What to do
Give the entries again, precisely as they were written.

Data for review
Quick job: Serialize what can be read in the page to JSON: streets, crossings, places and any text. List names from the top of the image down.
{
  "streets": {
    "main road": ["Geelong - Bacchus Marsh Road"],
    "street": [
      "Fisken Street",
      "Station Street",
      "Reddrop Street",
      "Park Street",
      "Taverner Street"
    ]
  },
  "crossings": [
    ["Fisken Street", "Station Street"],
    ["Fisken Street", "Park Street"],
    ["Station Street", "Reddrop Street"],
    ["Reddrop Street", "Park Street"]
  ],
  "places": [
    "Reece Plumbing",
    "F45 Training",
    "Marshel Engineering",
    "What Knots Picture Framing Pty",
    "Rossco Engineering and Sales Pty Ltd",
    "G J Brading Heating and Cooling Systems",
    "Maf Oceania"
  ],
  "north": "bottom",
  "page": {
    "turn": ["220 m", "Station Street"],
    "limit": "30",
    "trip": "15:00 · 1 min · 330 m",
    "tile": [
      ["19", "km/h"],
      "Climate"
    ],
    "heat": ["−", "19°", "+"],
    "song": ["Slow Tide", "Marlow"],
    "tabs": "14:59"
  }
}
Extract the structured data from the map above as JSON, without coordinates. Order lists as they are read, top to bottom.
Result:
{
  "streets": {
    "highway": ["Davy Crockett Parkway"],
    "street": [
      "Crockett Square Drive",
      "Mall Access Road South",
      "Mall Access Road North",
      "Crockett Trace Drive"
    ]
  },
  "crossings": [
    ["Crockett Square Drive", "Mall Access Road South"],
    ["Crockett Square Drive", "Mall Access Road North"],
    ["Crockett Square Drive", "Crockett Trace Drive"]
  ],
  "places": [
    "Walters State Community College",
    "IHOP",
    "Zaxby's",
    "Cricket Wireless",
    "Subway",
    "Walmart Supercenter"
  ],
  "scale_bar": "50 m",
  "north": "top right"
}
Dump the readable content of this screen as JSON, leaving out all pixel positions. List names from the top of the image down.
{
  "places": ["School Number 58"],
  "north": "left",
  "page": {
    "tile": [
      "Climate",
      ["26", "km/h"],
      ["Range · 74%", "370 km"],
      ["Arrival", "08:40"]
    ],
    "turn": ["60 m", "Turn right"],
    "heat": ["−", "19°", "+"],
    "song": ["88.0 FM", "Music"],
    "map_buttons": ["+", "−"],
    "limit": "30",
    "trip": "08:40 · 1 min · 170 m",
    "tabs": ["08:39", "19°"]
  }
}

Task result
Quick job: Serialize what can be read in the page to JSON: streets, crossings, places and any text. List names from the top of the image down.
{
  "streets": {
    "main road": ["Geelong - Bacchus Marsh Road"],
    "street": [
      "Fisken Street",
      "Station Street",
      "Reddrop Street",
      "Park Street",
      "Taverner Street"
    ]
  },
  "crossings": [
    ["Fisken Street", "Station Street"],
    ["Fisken Street", "Park Street"],
    ["Station Street", "Reddrop Street"],
    ["Reddrop Street", "Park Street"]
  ],
  "places": [
    "Reece Plumbing",
    "F45 Training",
    "Marshel Engineering",
    "What Knots Picture Framing Pty",
    "Rossco Engineering and Sales Pty Ltd",
    "G J Brading Heating and Cooling Systems",
    "Maf Oceania"
  ],
  "north": "bottom",
  "page": {
    "turn": ["220 m", "Station Street"],
    "limit": "30",
    "trip": "15:00 · 1 min · 330 m",
    "tile": [
      ["19", "km/h"],
      "Climate"
    ],
    "heat": ["−", "19°", "+"],
    "song": ["Slow Tide", "Marlow"],
    "tabs": "14:59"
  }
}
Extract the structured data from the map above as JSON, without coordinates. Order lists as they are read, top to bottom.
Result:
{
  "streets": {
    "highway": ["Davy Crockett Parkway"],
    "street": [
      "Crockett Square Drive",
      "Mall Access Road South",
      "Mall Access Road North",
      "Crockett Trace Drive"
    ]
  },
  "crossings": [
    ["Crockett Square Drive", "Mall Access Road South"],
    ["Crockett Square Drive", "Mall Access Road North"],
    ["Crockett Square Drive", "Crockett Trace Drive"]
  ],
  "places": [
    "Walters State Community College",
    "IHOP",
    "Zaxby's",
    "Cricket Wireless",
    "Subway",
    "Walmart Supercenter"
  ],
  "scale_bar": "50 m",
  "north": "top right"
}
Dump the readable content of this screen as JSON, leaving out all pixel positions. List names from the top of the image down.
{
  "places": ["School Number 58"],
  "north": "left",
  "page": {
    "tile": [
      "Climate",
      ["26", "km/h"],
      ["Range · 74%", "370 km"],
      ["Arrival", "08:40"]
    ],
    "turn": ["60 m", "Turn right"],
    "heat": ["−", "19°", "+"],
    "song": ["88.0 FM", "Music"],
    "map_buttons": ["+", "−"],
    "limit": "30",
    "trip": "08:40 · 1 min · 170 m",
    "tabs": ["08:39", "19°"]
  }
}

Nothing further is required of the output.